En los últimos siete años el salario mínimo ha subido un 61%, pasando de 735 a 1.184 euros. Es una excelente noticia que beneficia a entre 2,3 y 2,5 millones de trabajadores. Pero esto no puede detener el empobrecimiento a que se condena a la mayoría.
Desde 1995 el PIB español ha subido un 347%. Los dividendos que reparte el Ibex-35 sí han subido acorde a este crecimiento, se han incrementado un 373%. Pero el salario real de los trabajadores apenas ha subido un 5%. Es decir, prácticamente lleva más de dos décadas congelado. En el conjunto de la OCDE, los países de capitalismo desarrollado, el salario real ha subido desde 1995 un 31%. Seis veces más que en España.

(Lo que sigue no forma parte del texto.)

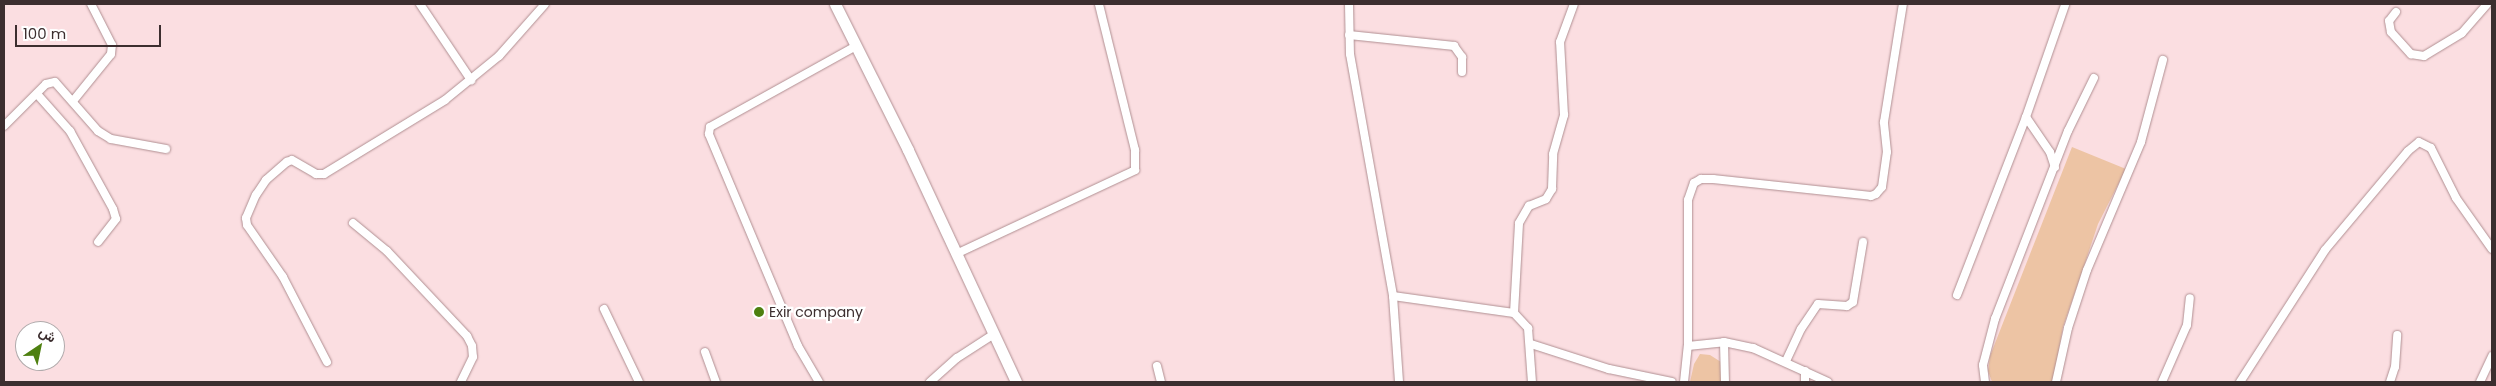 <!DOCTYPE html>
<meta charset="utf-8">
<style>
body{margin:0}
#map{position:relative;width:2496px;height:386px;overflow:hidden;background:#fbdee1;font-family:Poppins,Vazirmatn,sans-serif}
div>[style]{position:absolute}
.green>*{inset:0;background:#edc4a4}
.roads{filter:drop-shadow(0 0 1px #b08f92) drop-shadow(0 0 1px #b08f92)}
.minor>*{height:8px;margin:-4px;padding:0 4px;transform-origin:4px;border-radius:4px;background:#fff}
.secondary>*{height:11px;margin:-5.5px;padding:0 5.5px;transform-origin:5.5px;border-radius:5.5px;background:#fff}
.dots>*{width:14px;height:14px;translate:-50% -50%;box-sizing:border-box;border:2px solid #fff;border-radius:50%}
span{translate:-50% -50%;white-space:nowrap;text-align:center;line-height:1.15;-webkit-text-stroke:4.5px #fff;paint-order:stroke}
.poi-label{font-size:14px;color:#3c2e2f}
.left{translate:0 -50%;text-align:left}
.frame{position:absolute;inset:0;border:5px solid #3c2e2f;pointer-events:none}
.north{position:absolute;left:15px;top:321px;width:50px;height:50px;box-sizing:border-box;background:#fff;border:1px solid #b1abac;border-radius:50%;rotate:34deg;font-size:14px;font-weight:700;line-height:20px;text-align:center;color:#3c2e2f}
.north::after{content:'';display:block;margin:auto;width:18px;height:22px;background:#4e8010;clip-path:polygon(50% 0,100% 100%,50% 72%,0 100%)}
.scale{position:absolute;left:15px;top:25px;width:146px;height:22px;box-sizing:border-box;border:2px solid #3c2e2f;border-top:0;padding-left:6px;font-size:15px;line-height:18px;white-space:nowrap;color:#3c2e2f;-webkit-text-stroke:4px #fff;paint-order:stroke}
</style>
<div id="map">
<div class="green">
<div style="clip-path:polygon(2072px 147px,2126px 169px,2098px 224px,2082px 272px,2063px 327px,2053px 382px,1992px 382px,1988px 371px,1990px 356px)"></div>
<div style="clip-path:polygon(1700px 354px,1710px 355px,1721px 362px,1721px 382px,1690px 382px,1694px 364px)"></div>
</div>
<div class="roads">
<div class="minor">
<div style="left:420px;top:4px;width:92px;rotate:56.1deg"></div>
<div style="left:1349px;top:4px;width:50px;rotate:88.9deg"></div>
<div style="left:1350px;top:54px;width:246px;rotate:79.9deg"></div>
<div style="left:1393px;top:296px;width:86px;rotate:86deg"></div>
<div style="left:2396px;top:12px;width:11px;rotate:128deg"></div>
<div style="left:2389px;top:21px;width:11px;rotate:80deg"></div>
<div style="left:2391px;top:32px;width:30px;rotate:48deg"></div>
<div style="left:2411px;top:54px;width:13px;rotate:9deg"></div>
<div style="left:2424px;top:56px;width:44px;rotate:-31.2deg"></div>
<div style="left:2462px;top:33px;width:38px;rotate:-49deg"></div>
<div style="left:1349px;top:35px;width:106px;rotate:6deg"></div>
<div style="left:1454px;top:46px;width:14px;rotate:54deg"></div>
<div style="left:1462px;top:57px;width:15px;rotate:90deg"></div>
<div style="left:37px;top:94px;width:50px;rotate:48.3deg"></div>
<div style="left:70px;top:131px;width:89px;rotate:61.1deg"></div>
<div style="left:113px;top:209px;width:10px;rotate:73deg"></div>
<div style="left:116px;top:219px;width:29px;rotate:128deg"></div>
<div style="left:73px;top:101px;width:60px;rotate:-51deg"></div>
<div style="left:111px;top:54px;width:9px;rotate:-84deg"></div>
<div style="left:112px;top:45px;width:46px;rotate:-117.1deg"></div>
<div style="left:2026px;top:117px;width:119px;rotate:-70.8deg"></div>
<div style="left:4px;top:126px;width:59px;rotate:-45deg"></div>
<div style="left:46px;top:84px;width:9px;rotate:-13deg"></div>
<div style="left:55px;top:82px;width:65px;rotate:48.7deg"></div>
<div style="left:98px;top:131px;width:15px;rotate:32deg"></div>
<div style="left:111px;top:139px;width:56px;rotate:10.3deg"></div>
<div style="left:353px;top:223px;width:44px;rotate:39.5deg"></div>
<div style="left:387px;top:251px;width:117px;rotate:46.7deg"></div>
<div style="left:467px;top:336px;width:11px;rotate:63deg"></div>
<div style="left:472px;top:346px;width:11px;rotate:85deg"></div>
<div style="left:473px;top:357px;width:28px;rotate:116deg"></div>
<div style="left:956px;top:254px;width:198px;rotate:-25.1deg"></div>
<div style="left:1135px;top:170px;width:20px;rotate:-90deg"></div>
<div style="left:1135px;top:150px;width:150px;rotate:-103.9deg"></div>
<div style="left:1957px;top:295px;width:191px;rotate:-68.8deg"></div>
<div style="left:2026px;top:117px;width:42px;rotate:55.6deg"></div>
<div style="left:2050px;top:152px;width:16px;rotate:72deg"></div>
<div style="left:1393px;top:296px;width:122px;rotate:8deg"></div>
<div style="left:1514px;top:313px;width:21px;rotate:47deg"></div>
<div style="left:1528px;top:328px;width:54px;rotate:85.8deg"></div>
<div style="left:604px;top:309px;width:81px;rotate:64.4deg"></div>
<div style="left:1514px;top:313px;width:90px;rotate:-86.8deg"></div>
<div style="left:1519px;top:223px;width:20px;rotate:-60deg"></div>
<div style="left:1529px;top:206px;width:18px;rotate:-22deg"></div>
<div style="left:1546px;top:199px;width:12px;rotate:-59deg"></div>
<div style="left:1552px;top:189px;width:35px;rotate:-88deg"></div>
<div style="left:1553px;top:154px;width:41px;rotate:-74.2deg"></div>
<div style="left:1564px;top:115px;width:73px;rotate:-93.1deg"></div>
<div style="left:1560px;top:42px;width:40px;rotate:-69.8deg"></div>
<div style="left:1724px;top:342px;width:40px;rotate:88.6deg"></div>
<div style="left:1531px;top:344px;width:82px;rotate:17.8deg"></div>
<div style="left:1609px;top:369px;width:64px;rotate:11.7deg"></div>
<div style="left:1688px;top:346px;width:146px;rotate:-90deg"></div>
<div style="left:1688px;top:200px;width:18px;rotate:-71deg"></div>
<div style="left:1694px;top:183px;width:8px;rotate:-30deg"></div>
<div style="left:1701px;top:179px;width:12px"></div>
<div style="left:1713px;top:179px;width:159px;rotate:6.1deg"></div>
<div style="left:1871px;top:196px;width:5px;rotate:-22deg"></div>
<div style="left:1876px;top:194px;width:9px;rotate:-49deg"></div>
<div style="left:1882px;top:187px;width:35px;rotate:-82deg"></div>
<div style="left:1887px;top:152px;width:30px;rotate:-96deg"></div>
<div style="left:1884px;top:122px;width:120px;rotate:-80.9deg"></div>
<div style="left:705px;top:352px;width:32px;rotate:70deg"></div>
<div style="left:1786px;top:361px;width:35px;rotate:-65deg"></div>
<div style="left:1801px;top:329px;width:30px;rotate:-56deg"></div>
<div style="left:1818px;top:304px;width:29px;rotate:4deg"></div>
<div style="left:1847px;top:306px;width:7px;rotate:-34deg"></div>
<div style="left:1853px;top:302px;width:61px;rotate:-80.5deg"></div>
<div style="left:327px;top:362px;width:96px;rotate:-117.4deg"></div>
<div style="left:283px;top:277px;width:63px;rotate:-124.7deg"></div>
<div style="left:247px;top:225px;width:7px;rotate:-98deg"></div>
<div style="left:246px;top:218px;width:25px;rotate:-67deg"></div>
<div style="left:256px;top:195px;width:18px;rotate:-56deg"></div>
<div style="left:266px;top:180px;width:28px;rotate:-41deg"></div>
<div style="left:287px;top:162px;width:5px;rotate:-22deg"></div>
<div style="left:292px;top:160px;width:28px;rotate:30deg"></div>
<div style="left:316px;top:174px;width:8px"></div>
<div style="left:324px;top:174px;width:142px;rotate:-31.4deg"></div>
<div style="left:445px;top:100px;width:70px;rotate:-39.2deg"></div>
<div style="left:499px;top:56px;width:69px;rotate:-48.5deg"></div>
<div style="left:1157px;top:366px;width:16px;rotate:76deg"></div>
<div style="left:819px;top:382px;width:42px;rotate:-120.3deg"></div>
<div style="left:798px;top:346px;width:230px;rotate:-112.8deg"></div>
<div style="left:709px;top:134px;width:7px;rotate:-82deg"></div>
<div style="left:710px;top:127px;width:167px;rotate:-29deg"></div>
<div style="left:930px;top:382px;width:36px;rotate:-42deg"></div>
<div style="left:957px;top:358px;width:44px;rotate:-33deg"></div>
<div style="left:1684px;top:382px;width:36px;rotate:-84deg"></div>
<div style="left:1688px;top:346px;width:36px;rotate:-6deg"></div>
<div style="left:1724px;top:342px;width:30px;rotate:12deg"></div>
<div style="left:1753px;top:348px;width:82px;rotate:24.4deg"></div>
<div style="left:1805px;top:382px;width:11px;rotate:-90deg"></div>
<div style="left:1985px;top:382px;width:17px;rotate:-97deg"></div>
<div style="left:1983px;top:365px;width:48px;rotate:-75.4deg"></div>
<div style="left:1995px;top:319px;width:202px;rotate:-68.8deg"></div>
<div style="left:2068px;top:131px;width:59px;rotate:-63.9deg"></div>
<div style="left:2056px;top:382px;width:55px;rotate:-77.5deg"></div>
<div style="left:2068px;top:328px;width:61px;rotate:-71.9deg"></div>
<div style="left:2087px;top:270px;width:139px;rotate:-67.1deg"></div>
<div style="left:2141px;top:142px;width:85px;rotate:-75deg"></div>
<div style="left:2162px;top:382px;width:62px;rotate:-66.3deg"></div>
<div style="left:2187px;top:325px;width:27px;rotate:-84deg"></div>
<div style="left:2240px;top:382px;width:157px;rotate:-57.2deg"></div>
<div style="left:2325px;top:250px;width:129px;rotate:-50deg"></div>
<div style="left:2408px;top:151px;width:14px;rotate:-39deg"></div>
<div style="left:2419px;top:142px;width:13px;rotate:27deg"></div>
<div style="left:2431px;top:148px;width:56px;rotate:63.4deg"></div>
<div style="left:2456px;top:198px;width:62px;rotate:54.8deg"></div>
<div style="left:2390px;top:382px;width:16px;rotate:-72deg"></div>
<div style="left:2395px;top:367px;width:32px;rotate:-86deg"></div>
<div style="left:2480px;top:382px;width:29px;rotate:-65deg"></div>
</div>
<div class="secondary">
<div style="left:835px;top:4px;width:163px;rotate:63.4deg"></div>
<div style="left:908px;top:150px;width:256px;rotate:65deg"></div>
</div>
</div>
<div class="dots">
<div style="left:759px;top:312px;background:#4e8010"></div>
</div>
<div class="poi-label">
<span class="left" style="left:769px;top:312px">Exir company</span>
</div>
<div class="frame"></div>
<div class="north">ش</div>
<div class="scale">100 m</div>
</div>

Y desde 2015 estas cuentas, las que nos interesan porque miden lo que cobramos realmente, nos salen “a pagar”. Nuestro salario real se ha recortado un 5% en los últimos 10 años.
Tras ocho años de gobierno de coalición de izquierdas, este recorte salarial en términos reales no solo no se ha detenido sino que ha avanzado.
Esta es la gasolina que alimenta el incendio social, traducido en un incremento de las luchas y movilizaciones.
El problema es estructural, y la solución también debe serlo. No hay “colchón social” que pueda contener el recorte del salario real, a golpe de subida de precios, o el disparatado incremento de los alquileres.
Es necesario subir los salarios de la mayoría, no solo el salario mínimo, hasta recuperar el poder adquisitivo perdido.
Hay que tomar medidas drásticas para acabar con el atraco de la vivienda, de forma que el alquiler o la hipoteca no se convierta en una losa.
Un programa para mejorar las condiciones de vida de la mayoría que debe financiarse a través de una auténtica política de Redistribución de la Riqueza. Si recortamos los beneficios de bancos, eléctricas, petroleras, fondos extranjeros… que se han triplicado en los últimos veinte años, hay dinero de sobra.